Editorial: Political disobedience spurs state backlash
Today while you’re trying to figure out what voters were thinking in Tuesday’s Presidential Preference Election, turn your attention to the state legislature.
This session has seen numerous bills designed to do many things under the label of controlling locals – also known as stealing local control.
I call it more simply, state lawmakers wanting to be taken seriously.
Evidence of this – call it their backlash – has been SB 1487, which will financially penalize local governments that do not fall in line with state law. SB 1487, which takes effect later this year, requires the state treasurer to withhold revenue sharing dollars from any municipality or county once the attorney general concludes their local laws or policies are contrary to state statutes.
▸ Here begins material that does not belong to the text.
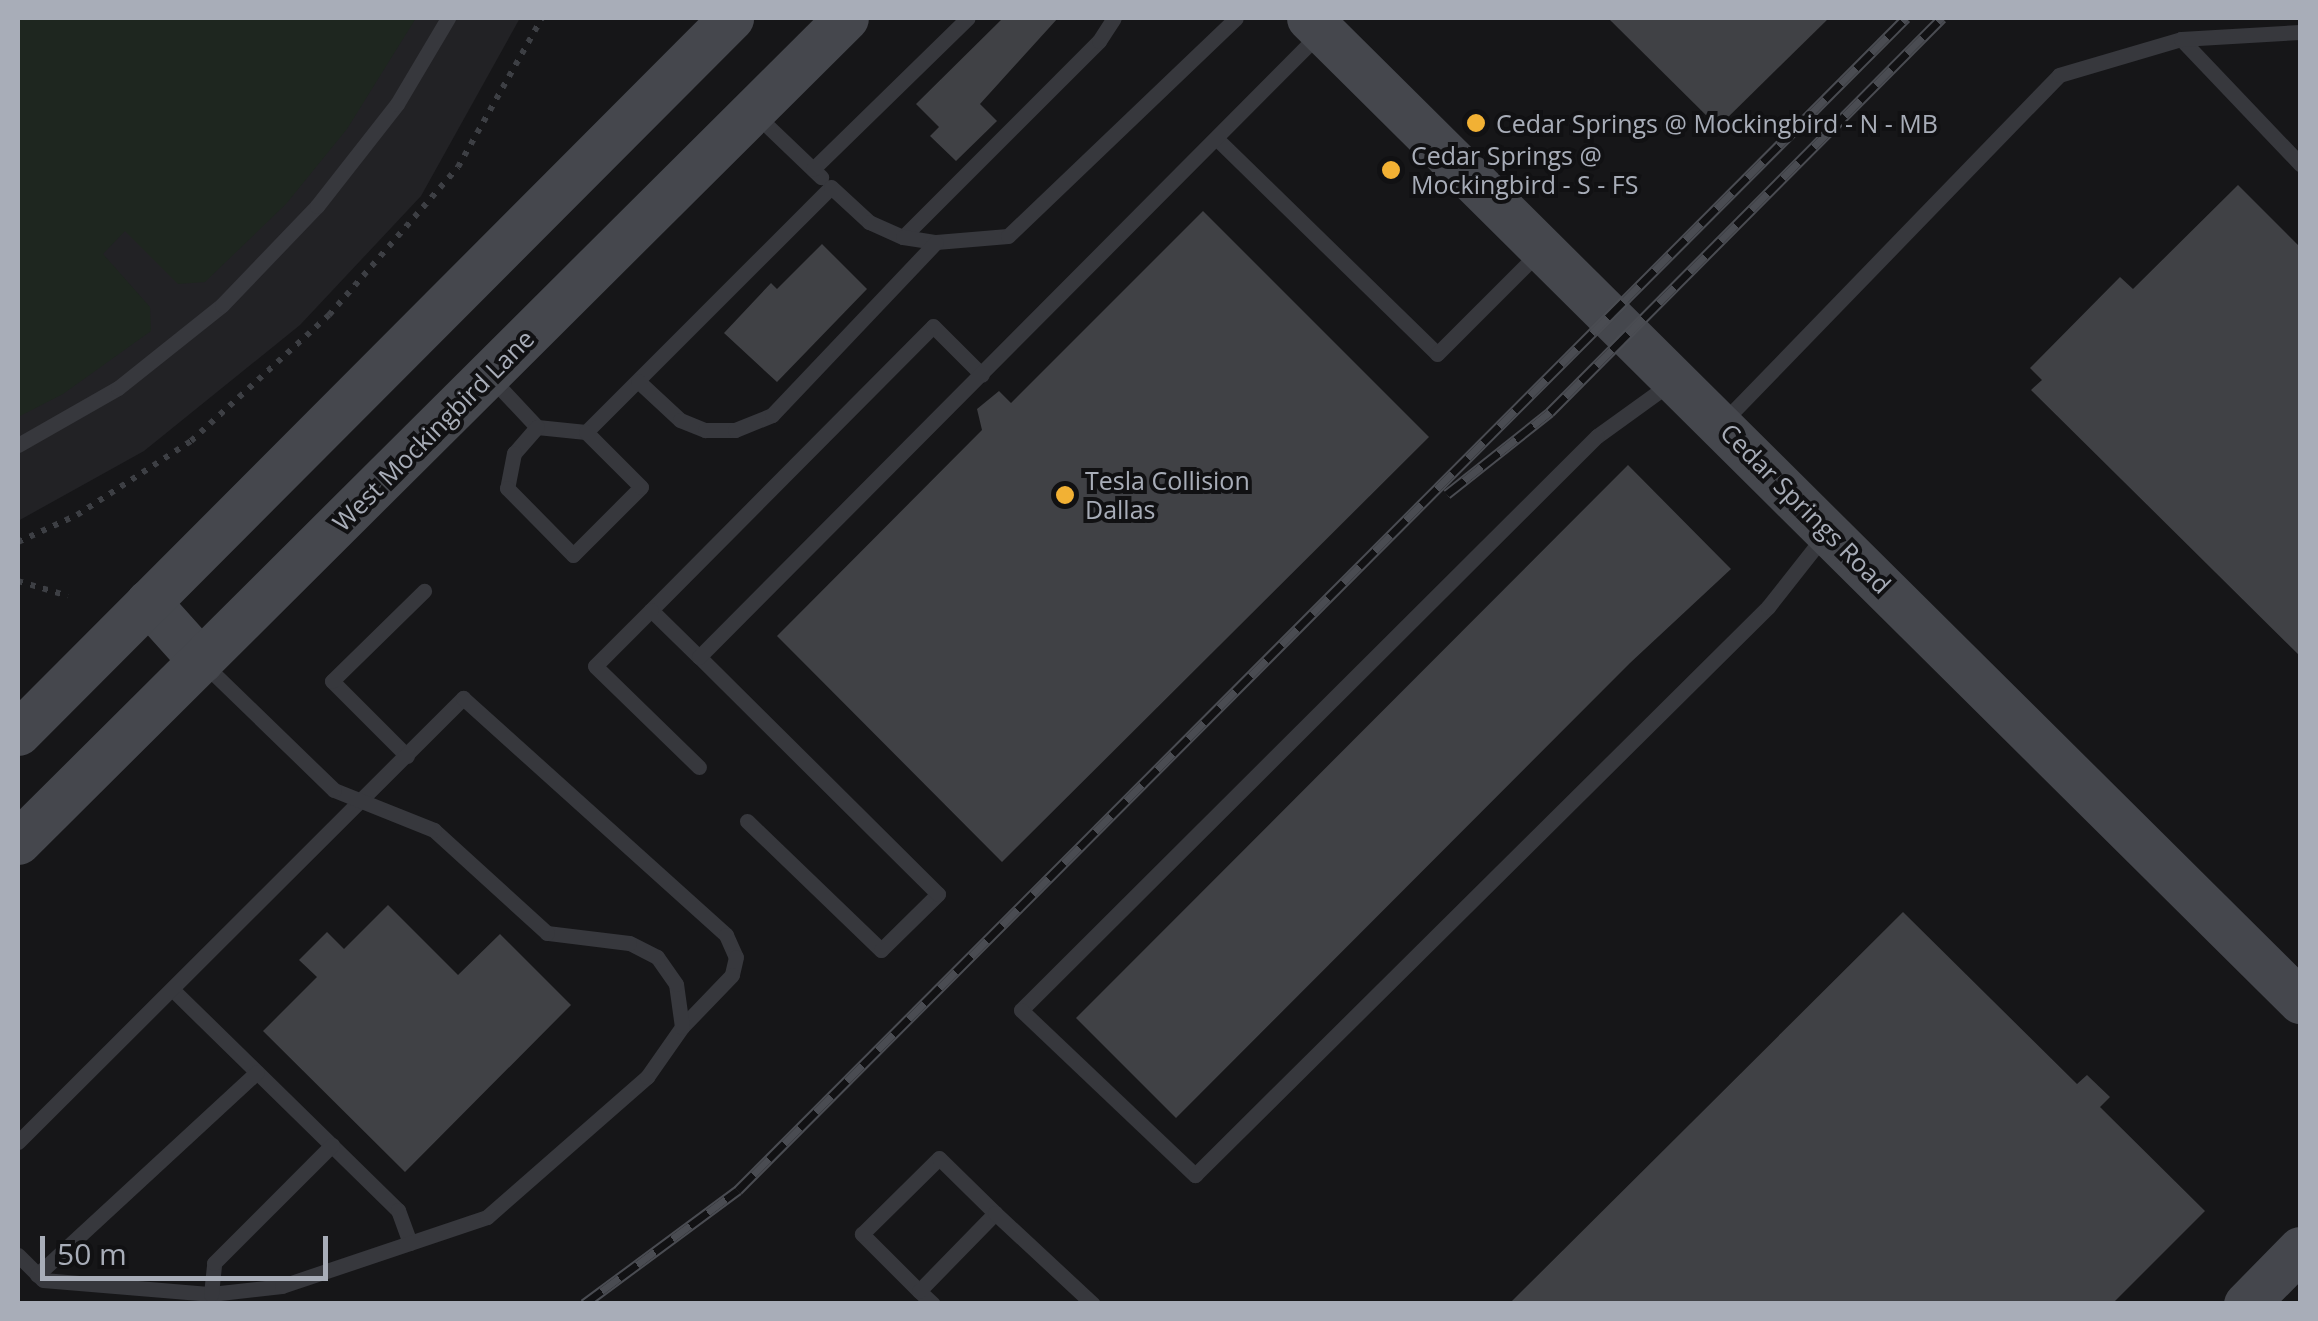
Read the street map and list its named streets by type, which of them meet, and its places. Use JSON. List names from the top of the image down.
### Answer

“This bill is heavy-handed, intrusive and minimizes the important role of local elected officials,” Tempe Mayor Mark Mitchell wrote with officials from Chandler and Lake Havasu City.
Previous calls to the City of Prescott found that we’re not at risk, at this point – and confusion exists as to whether charter cities, of which Prescott is one, are in the same mix.
At the same time, another example is going down this week in the Senate, where a committee may ask voters to block cities from enacting their own living wage requirements. Separately, a Latino group has formed a committee to try to put a different measure to voters: a $15 minimum wage.
Some of these pieces of legislation are based in singular topics, such as plastic shopping bags, gun regulations or, as previously mentioned, the minimum wage.
But legislative leadership could not be clearer: “There’s nobody in this room who, if they disobey state law or the state constitution, would not be subject to punitive measures,” Senate President Andy Biggs said in February. And he said local governments expect businesses and residents in their jurisdictions to obey their laws, but Biggs told members of the Senate Government Committee there is a “growing disrespect for state law.”
He argued that some local governments simply ignore mandates and restrictions figuring there’s little the legislature can do about it. “When we pass laws, we expect them to be obeyed,” he said.
It is all disconcerting, knowing some of the good people who serve in the legislature (don’t assume they’re all the same). It is also ironic, though, considering the presidential campaigns in which people are fighting back by voting for or advancing candidates who are not part of the establishment.
A groundswell of discontent, “We the People,” wanting and protecting rights, … a revolution of sorts. It’s as plain as the sun rising in the east.